Efficient Importance Sampling for Rare Event Simulation with Applications

TL;DR

This paper introduces a general method for optimal importance sampling in rare event simulation, providing explicit formulas for the tilting measure and demonstrating broad applicability across various distributions and practical financial and statistical problems.

Contribution

It develops a unified approach to find explicit optimal tilting measures for importance sampling, applicable to multiple distributions and real-world applications.

Findings

Explicit formulas for optimal tilting measures when the moment generating function exists

Applicable to normal, noncentral chi-squared, and compound Poisson distributions

Effective in computing value-at-risk and bootstrap confidence regions

Abstract

Importance sampling has been known as a powerful tool to reduce the variance of Monte Carlo estimator for rare event simulation.

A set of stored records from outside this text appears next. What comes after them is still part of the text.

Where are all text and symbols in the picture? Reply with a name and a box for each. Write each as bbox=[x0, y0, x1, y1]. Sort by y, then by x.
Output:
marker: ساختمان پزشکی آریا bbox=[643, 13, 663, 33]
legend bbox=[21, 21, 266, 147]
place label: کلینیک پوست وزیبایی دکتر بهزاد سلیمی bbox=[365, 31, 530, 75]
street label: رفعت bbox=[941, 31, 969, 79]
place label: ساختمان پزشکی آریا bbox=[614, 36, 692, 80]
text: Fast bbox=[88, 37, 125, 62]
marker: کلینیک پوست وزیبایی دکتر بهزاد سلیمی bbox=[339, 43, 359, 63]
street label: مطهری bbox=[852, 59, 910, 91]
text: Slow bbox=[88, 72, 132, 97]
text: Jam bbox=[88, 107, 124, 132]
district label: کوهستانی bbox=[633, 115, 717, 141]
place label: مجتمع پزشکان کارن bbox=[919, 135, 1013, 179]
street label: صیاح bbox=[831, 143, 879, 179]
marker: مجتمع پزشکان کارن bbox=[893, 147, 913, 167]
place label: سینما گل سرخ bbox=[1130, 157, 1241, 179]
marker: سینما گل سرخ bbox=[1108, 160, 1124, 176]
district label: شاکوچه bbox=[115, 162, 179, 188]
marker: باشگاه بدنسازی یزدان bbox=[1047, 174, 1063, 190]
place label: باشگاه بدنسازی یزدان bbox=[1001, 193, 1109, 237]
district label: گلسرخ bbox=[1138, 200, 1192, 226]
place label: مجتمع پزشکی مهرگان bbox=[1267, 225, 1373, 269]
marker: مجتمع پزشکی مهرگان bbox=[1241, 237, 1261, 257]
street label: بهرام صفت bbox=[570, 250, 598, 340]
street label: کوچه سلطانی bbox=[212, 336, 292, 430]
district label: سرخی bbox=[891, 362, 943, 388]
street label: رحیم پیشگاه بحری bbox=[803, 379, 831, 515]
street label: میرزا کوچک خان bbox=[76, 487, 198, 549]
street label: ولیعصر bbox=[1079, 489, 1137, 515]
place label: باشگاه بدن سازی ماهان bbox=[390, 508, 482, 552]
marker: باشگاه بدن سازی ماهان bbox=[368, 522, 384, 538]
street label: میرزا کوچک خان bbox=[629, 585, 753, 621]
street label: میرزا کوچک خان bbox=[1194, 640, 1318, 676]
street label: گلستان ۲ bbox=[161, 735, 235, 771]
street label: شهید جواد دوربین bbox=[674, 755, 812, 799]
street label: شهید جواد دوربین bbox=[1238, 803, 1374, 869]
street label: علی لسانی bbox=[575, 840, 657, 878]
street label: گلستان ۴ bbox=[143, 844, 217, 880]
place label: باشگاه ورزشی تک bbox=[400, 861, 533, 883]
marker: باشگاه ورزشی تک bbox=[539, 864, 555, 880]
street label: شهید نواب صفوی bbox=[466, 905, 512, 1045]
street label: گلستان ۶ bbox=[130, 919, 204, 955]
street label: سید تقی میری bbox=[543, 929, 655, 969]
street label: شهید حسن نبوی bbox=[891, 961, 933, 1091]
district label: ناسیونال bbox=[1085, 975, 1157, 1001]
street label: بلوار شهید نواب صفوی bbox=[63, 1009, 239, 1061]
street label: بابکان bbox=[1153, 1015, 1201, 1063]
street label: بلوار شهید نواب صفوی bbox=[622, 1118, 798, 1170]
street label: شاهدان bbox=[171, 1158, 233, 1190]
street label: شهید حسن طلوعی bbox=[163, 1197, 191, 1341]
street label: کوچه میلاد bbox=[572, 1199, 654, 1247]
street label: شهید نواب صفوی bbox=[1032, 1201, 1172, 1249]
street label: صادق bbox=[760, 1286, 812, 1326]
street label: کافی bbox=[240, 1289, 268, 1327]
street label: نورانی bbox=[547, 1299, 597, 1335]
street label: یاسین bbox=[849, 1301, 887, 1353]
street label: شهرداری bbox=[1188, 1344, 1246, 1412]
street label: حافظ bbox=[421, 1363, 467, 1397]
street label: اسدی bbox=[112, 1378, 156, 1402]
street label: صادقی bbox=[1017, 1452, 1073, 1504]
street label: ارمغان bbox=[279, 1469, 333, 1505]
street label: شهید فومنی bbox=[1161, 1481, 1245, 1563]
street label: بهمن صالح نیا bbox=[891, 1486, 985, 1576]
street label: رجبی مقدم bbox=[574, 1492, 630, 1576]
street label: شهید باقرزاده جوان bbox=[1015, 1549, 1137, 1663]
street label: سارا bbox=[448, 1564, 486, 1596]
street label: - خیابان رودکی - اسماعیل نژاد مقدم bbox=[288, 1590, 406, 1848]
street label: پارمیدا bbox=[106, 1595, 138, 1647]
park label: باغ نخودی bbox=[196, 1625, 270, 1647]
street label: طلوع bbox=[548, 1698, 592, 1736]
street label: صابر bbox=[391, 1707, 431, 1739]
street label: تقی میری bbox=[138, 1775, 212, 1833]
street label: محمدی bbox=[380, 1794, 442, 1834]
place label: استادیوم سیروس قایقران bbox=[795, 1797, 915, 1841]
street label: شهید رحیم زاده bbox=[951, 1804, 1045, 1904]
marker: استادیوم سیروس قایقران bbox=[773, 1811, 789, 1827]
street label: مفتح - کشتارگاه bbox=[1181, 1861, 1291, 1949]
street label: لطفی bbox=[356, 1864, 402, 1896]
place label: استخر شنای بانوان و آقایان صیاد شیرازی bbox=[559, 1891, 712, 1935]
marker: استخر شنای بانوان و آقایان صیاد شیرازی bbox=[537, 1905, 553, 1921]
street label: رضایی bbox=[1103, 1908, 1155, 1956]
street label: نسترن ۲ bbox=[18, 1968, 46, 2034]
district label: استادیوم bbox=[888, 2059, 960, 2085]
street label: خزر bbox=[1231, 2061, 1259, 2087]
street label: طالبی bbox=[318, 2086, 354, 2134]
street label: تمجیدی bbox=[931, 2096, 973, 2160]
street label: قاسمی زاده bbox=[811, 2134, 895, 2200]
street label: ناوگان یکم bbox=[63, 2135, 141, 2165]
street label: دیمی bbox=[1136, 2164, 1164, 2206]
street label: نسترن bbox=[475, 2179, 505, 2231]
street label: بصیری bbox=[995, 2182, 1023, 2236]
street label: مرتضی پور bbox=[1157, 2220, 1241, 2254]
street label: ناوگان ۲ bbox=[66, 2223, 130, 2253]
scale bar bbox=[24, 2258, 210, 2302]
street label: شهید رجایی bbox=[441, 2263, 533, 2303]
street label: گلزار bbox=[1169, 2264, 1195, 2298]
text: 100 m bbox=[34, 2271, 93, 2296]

Based on the criterion of minimizing the variance of Monte Carlo estimator within a parametric family, we propose a general account for finding the optimal tilting measure. To this end, when the moment generating function of the underlying distribution exists, we obtain a simple and explicit expression of the optimal alternative distribution. The proposed algorithm is quite general to cover many interesting examples, such as normal distribution, noncentral $\chi^2$ distribution, and compound Poisson processes. To illustrate the broad applicability of our method, we study value-at-risk (VaR) computation in financial risk management and bootstrap confidence regions in statistical inferences.